Belarus: Second day of Ales Bialiatski trial
The trial of Ales Bialiatski, Head of the Viasna Human Rights Centre and Vice-Director of the International Federation for Human Rights on charges of tax evasion continued at the Moskovsky District Court in Minsk. The presiding judge is Sergei Bondarenko.
The lawyer’s application for the Viasna Human Rights Centre’s charter to be added to the case material was granted. The defence also showed material indicating the organization’s activities, which were also added to the case. A book in Swedish was also presented to the court, this containing an article by Bialiatski. The fee for this was transferred to his bank account and is mentioned in the bank papers. At the defence’s request, the book “Building Bridges…” (Vilnius, 2010 which Viasna published, together with a manual for organizing human rights schools, were added. Ales Bialiatski had explained on Wednesday that money from the bank accounts had gone to pay for publication of these books.

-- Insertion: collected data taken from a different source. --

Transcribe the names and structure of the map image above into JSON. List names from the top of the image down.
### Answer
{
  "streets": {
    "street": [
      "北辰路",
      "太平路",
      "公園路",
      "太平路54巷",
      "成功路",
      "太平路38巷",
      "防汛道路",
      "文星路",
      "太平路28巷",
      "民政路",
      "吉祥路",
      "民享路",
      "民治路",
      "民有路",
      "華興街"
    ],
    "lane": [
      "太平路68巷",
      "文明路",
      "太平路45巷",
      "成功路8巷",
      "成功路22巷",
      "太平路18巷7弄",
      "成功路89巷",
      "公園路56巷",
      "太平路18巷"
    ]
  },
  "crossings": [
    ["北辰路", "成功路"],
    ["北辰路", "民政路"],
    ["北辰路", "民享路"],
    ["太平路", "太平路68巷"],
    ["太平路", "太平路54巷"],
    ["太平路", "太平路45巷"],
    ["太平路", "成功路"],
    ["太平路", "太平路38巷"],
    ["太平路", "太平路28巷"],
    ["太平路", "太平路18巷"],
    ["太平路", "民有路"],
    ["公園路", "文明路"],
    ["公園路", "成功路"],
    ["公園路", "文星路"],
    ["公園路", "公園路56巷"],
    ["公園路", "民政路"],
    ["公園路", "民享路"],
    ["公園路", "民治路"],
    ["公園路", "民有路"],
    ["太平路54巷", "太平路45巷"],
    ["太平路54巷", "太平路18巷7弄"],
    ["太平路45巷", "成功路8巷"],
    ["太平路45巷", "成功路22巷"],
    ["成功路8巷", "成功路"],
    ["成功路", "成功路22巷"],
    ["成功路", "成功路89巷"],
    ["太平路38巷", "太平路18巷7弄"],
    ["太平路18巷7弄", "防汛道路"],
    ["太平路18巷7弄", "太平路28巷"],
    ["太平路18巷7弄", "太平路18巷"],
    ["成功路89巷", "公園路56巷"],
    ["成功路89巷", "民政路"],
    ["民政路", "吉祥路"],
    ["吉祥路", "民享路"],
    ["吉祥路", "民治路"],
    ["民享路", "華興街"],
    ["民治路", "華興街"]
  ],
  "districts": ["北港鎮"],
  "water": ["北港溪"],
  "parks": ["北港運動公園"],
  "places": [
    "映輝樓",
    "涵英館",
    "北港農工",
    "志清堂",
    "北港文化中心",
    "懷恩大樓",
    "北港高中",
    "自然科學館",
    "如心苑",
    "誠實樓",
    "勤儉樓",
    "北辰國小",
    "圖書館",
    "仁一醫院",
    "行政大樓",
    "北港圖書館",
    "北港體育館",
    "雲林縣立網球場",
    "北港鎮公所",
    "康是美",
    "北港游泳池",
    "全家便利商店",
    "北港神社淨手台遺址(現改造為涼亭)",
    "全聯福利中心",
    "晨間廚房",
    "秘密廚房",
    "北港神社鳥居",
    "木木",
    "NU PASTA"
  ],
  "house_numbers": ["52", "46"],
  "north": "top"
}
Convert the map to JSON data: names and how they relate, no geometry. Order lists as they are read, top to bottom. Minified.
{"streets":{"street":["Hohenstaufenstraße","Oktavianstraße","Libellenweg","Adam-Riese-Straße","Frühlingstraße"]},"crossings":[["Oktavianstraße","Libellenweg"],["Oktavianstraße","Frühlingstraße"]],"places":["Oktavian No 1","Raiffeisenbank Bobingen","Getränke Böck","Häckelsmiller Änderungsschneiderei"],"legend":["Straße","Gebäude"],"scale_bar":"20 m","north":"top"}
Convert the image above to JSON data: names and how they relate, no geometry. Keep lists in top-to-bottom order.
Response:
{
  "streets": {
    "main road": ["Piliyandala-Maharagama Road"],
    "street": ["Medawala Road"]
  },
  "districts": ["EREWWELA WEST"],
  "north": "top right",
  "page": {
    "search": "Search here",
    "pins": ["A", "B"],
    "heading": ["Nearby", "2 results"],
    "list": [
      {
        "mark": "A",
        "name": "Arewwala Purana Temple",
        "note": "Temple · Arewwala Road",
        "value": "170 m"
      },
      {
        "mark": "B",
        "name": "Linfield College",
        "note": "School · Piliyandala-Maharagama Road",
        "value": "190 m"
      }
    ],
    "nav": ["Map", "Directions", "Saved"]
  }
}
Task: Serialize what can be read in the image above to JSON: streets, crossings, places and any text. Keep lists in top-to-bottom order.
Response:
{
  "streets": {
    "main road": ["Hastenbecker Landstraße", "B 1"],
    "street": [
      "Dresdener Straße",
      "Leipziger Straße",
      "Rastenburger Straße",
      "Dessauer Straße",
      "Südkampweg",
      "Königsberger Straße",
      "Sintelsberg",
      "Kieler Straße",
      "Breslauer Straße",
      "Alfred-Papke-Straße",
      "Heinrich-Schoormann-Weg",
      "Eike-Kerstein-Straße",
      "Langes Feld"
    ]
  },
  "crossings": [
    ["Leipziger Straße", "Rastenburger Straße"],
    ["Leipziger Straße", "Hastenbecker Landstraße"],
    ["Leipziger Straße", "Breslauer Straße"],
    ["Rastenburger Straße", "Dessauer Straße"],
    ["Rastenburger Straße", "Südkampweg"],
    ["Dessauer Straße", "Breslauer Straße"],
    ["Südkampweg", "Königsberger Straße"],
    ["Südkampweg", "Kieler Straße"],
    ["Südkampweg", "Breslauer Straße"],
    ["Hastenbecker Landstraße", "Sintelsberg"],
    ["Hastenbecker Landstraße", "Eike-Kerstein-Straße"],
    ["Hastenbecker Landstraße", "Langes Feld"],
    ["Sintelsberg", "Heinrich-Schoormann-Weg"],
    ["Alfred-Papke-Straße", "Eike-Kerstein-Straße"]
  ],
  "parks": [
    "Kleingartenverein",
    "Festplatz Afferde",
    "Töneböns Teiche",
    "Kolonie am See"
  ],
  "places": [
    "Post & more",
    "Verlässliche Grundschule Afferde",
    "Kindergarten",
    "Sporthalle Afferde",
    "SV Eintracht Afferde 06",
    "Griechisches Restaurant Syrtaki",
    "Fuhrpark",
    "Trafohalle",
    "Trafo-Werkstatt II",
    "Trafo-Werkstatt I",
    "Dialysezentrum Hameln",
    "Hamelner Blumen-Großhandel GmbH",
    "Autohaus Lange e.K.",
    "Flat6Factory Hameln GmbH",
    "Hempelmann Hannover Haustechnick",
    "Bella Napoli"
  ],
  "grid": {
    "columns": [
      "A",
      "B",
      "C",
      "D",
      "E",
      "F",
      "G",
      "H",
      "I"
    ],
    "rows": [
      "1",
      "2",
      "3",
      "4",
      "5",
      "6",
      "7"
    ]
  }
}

The first prosecution witness was Leanid Chauko, Deputy Chairman of the humanitarian activities department of the Presidential Administration. Then Anzhalika Sobaleva, from the tax inspectorate of the Pershamaiski District of Minsk was questioned. She said that she had Bialiatski as a taxpayer since 2008, and claimed that she was not aware of the testimony given by others. The defence asked why her answers were identical to those given by her boss, with even the same grammatical mistakes.
Bialiatski asked her about the words in foreign languages in the bank document graphs. She said that she could see where the money came from but could not read them correctly. She assumed them to be the names of banks.
The head of the board of the SWIFT international payment system of the National Bank of Belarus was questioned, then another person from the tax inspectorate.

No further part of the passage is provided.